Yaşam nedir? Neden doğarız, neden ölürüz? Hayat misyonumuz nedir? Kader nedir? Kadere, kaderimize müdahale şansımız var mı?
Tree of Life by Tim Biskup

Eminim ki yukardaki soruları bazılarınız sürekli, bazılarınız ise yaşamları boyunca en az bir kere kendilerine sormuşlardır. Cevapları ise... Bazılarınız bulmuş, bazılarınız bulduğunu zannetmiş ancak büyük bir çoğunluk ise düşünmemeye çalışarak yaşamın onlara sunduğu acı tatlı olaylarla yuvarlanıp gitmiştir. Aslında genellikle mutlu, neşeli olduğumuz dönemlerde sormayız da, başımıza beklenmedik, bizi sarsan, yaralayan olaylar geldiğinde düşünmeye başlarız...

Ben bu soruları çok kereler sordum ve pek çok öğretiyi araştırarak cevaplar bulmak için çabaladım. Kendimce bir sentez yarattım, bir takım cevaplar verebiliyorum. Ancak bu cevaplar şimdi için geçerli, yarın ne olacağını bilemem...

Bu dünyaya bir amaç için geliyoruz, belirli bir misyonumuz var. Ancak bu misyon somut bir hedef değil. Belirli bir mevkiye yükselmek, para kazanmak, aile kurmak, çocuk sahibi olmak veya mükemmel sağlığa, bedene sahip olmak, vs gibi hedefler yaşam kontratımıza bir zemin, bir araç olurlar. Gerçekleştirmemiz gereken, sembolik olarak yaşam amacımızı bulmak ve dünyevi araçların onu anlamaya, geliştirmeye hizmet ettiğini kabul etmektir. Dışsal şartlarımızın değişmesi (örneğin, iflas etmek, işten çıkartılmak, boşanmak, hastalanmak vs gibi bize yön değiştirten olaylar)  aslında misyonumuzu tamamlayıcı durumlardır. Dolayısıyla, insanın kendini dünyadan kopartması, yapması gerekenleri inkar ederek inzivaya çekilmesi veya içinde yaşadığı toplumdan kaçması aslında misyonuna, doğum amacına ters düşen bir hareket olur. Biocognition konusunda dünyaca tanınan Dr. Mario Martinez’de şöyle söylüyor, “Only the society that you were born into, can heal you!” (“Sadece içinde doğduğun toplumda/ortamda şifa bulabilirsin!”)
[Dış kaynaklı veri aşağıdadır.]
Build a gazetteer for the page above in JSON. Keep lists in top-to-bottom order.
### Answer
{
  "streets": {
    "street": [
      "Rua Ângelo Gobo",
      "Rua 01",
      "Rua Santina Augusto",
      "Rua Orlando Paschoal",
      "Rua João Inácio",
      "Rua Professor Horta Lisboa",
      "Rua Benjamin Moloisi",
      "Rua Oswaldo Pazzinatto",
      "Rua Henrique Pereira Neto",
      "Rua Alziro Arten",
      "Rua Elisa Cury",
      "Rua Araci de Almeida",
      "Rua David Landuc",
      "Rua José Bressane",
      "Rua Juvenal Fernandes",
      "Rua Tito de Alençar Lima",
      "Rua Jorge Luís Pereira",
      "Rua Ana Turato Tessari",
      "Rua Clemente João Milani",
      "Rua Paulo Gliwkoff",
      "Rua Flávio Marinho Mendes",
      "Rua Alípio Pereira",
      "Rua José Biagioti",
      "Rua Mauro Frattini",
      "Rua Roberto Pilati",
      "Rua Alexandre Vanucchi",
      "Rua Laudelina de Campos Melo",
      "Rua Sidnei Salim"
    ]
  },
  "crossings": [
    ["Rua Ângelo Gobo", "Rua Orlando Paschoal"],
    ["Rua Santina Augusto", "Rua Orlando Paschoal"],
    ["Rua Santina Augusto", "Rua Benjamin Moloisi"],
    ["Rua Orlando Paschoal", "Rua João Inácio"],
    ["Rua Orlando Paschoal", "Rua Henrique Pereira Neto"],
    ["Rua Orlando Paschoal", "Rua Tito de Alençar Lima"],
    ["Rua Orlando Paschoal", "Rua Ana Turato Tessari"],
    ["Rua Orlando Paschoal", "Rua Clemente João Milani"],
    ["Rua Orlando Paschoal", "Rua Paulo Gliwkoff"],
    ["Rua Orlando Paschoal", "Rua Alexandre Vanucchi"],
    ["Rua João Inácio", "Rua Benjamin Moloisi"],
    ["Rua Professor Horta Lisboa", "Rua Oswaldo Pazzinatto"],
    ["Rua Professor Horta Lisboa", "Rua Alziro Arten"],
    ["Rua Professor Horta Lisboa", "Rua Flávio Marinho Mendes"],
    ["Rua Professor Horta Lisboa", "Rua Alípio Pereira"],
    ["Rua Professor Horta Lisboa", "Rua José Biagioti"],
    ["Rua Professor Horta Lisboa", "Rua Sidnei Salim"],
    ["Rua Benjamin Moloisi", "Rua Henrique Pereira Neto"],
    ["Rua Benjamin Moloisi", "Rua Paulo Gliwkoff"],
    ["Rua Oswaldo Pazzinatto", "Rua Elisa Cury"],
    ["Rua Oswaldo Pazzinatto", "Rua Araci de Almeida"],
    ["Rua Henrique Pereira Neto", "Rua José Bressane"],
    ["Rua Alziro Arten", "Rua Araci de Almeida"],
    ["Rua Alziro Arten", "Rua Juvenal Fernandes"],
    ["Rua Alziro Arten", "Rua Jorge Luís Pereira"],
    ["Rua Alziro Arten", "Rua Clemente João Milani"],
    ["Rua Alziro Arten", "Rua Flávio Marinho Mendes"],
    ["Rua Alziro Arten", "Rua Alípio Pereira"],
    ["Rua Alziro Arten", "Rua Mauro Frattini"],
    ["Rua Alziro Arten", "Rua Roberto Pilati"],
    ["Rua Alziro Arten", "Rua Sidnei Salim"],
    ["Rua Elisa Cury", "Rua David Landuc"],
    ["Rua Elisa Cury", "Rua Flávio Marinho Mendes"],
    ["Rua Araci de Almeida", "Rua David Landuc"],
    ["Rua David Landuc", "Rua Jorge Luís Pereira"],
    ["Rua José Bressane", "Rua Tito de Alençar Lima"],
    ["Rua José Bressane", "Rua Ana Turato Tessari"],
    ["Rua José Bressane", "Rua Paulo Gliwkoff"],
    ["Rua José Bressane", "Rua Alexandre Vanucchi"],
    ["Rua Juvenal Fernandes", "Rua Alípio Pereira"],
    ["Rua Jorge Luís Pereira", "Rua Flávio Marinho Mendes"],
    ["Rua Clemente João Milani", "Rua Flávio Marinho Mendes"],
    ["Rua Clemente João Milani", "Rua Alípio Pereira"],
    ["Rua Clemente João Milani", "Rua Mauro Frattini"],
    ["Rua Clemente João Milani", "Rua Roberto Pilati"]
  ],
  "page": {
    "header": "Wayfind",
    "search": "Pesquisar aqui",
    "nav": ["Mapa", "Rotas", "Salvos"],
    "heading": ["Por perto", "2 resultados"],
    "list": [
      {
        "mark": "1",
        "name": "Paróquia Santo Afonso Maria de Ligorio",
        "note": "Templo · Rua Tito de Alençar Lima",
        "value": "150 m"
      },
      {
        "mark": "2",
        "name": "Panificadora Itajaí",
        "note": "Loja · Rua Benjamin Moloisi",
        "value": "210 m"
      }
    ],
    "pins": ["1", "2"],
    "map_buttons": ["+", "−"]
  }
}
Bir misyonumuz, yaşam kontratımız olduğunu kabullendiğimizde, hemen ardından ikinci sorumuzu soruyoruz, bu kontrat nedir? Yaşam boyunca karşımıza pek çok seçenekler, yollar çıkıyor, neden? Eğer amaç misyonu gerçekleştirmek ise, neden sadece bir yolda ilerleyebilecek şekilde bir düzenek yok?

Kişinin misyonunu tanımlayıp, onun gereklerini yapması yaşam amacıdır. Ancak pek çoğumuz için, bu misyonu tanımlamak da bir yaşam amacı olabilir ki bu dönemin insanlığı da belki bu konuda sınanıyordur. Belirli bir somut amaç uğruna mücadele etmeyi insanlık çok başarılı bir şekilde öğrendi, belki de artık devir benliğin misyonunu bulmak için çabalamaktır...

Kader kelimesine sözlükte bakarsanız, başka kelimelerle de ifade edildiğini göreceksiniz. Örneğin, takdir, kısmet, mukadderat, alın yazısı, ... Benim dikkatimi çeken tüm bu kelimelerin benzer bir anlam içermesi, kadere müdahale edilemeyeceği şeklinde bir ifadeleri var. Başımıza ne gelirse yaşamak, çekmek mi zorundayız? Bir depreme, trafik kazasına veya piyangodan büyük ikramiye çıkmasına müdahale edebilir miyiz? Hayır... Peki hangi noktalarda kişisel seçimlerimiz, irademiz olabilir? 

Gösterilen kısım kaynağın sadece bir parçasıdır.